• darthLevel 6 - Platinum Elite Member

    • Post #135

    Biden2020prez I agree that root access should definitely be the goal here. I just cant get the phone into download mode. Does anyone here have experience shorting pcb boards into download mode?

        • TechgenLevel 6 - Platinum Elite Member

        • Post #138
        • Edited

        Biden2020prez
        darth
        lgexalter1
        So I guess that's not really a great option. Sounds like Suspend is a better option. I've never heard of suspend, what does it do, is it similar to disable-user? Can it be "unsuspended" through adb?

              lgexalter1 Yeah yeah, I wasn't knocking it that it can be undone with adb (on the phone itself is a much bigger problem) I was just trying to figure out what the suspend command is for.

                9 days later

                lgexalter1 ah i see. That's right.
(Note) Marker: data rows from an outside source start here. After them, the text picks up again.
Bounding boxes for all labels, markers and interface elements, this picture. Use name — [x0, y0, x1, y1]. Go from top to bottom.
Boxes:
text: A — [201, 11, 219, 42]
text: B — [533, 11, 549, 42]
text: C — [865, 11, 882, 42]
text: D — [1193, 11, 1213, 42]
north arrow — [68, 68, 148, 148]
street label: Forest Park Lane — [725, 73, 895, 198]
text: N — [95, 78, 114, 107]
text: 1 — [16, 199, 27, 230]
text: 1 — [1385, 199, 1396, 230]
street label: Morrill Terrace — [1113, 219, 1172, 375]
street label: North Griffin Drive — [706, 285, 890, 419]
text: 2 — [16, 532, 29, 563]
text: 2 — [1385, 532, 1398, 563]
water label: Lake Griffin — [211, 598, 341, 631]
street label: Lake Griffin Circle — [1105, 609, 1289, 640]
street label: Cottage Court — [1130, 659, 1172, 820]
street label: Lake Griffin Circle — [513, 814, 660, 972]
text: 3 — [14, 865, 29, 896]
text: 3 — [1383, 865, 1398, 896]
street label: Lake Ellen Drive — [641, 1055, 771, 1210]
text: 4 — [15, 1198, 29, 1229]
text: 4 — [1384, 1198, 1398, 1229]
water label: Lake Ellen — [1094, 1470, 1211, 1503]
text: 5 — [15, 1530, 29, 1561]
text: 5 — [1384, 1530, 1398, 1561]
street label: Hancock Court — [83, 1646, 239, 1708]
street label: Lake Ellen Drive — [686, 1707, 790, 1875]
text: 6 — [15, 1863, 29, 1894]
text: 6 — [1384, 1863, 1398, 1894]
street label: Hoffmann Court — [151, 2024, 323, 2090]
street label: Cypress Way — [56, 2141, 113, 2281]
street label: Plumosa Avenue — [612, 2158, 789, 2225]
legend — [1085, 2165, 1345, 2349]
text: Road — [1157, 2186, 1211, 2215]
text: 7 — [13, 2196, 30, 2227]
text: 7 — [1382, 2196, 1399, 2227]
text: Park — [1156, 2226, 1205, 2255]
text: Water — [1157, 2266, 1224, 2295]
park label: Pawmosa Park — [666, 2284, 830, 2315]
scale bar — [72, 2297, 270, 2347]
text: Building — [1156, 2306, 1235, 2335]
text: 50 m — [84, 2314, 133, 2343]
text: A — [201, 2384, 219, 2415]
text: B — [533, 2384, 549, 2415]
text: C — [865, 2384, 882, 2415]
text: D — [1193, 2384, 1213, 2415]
Although it was backported to 4.14, it's not expected to work before 5.8. I bought this on accident thinking it was the KaiOS phone but hopefully if we get apps or root it'll be better.

                    Apps4Flip-Admin what was used to decompile? I'm only getting bytecode back for preparePackageLI which makes it hard to follow. was trying to see what is going on with mIsMPBranch as well.

                      [Login to see the link] so I was using jadx-gui and I checked off the box in preferences titled "show inconsistent code". If you don't check that box then you can't view the code properly of the preparePackageLI method

                      looks like all the good stuff is read-only. after poking around for a day I did find one useful thing:

                      settings put global hotspot_entitlement_check_mode 0

                      That let me turn on hotspot.

                      *#*#9663223#*#* enables editing APN

                      Biden2020prez the kaios phone had google assistant, maps, facebook, youtube, and some info already found. This had none of that. but if i get root this will be better. I haven't messed with mediatek before. I'm not sure if it's had it's usb values changed either but don't think I am getting into preloader.. It's more than I bargained for but at least can hotspot once 60 days unlock is an option..

                          neutronscott I hear. It's funny because in back of the phone (by the battery), it says spd, but the phone is really mediatek.

                            I got home from vacation and could open this phone up.

                            Bad news is none of the test pads booted into brom when grounded. I don't have a magnifying glass to reliably probe the SMD components near the CPU.

                            Good news is the phone still works after prodding it.

                              • darthLevel 6 - Platinum Elite Member

                                • Post #164
                                • Edited

                                neutronscott I have been trying and have the same results as you. I dont have much experience trying to short test points, which components near the CPU should I try shorting? I have a multimeter, is there anything specific I should look for? [Login to see the link] Also what have you been using as ground? I have been using point 1 in my pic.

                                  I have no experience with these as well but I have made a jtag in the past for routers and xbox.

                                  I only twisted 30awg wire to the radio shield above cpu and touched a bunch of stuff nearby. No dice. At first I used the battery ground pin. I think I found some emmc pins. I read you may end up with brom if its clk is grounded but it just delayed the preloader device from showing up.

                                  I am tempted to buy another and remove the eMMC and CPU to find jtag/debug pins. At the very least I should end up with a full rom dump.

                                  But next step I am trying to see if the USB port also works as TTL serial. I tried to tie to a raspberry pi clone board I had handy but I had wrong OS and the serial port was not available. I have old Nokia cables somewhere in the attic I will dig out next.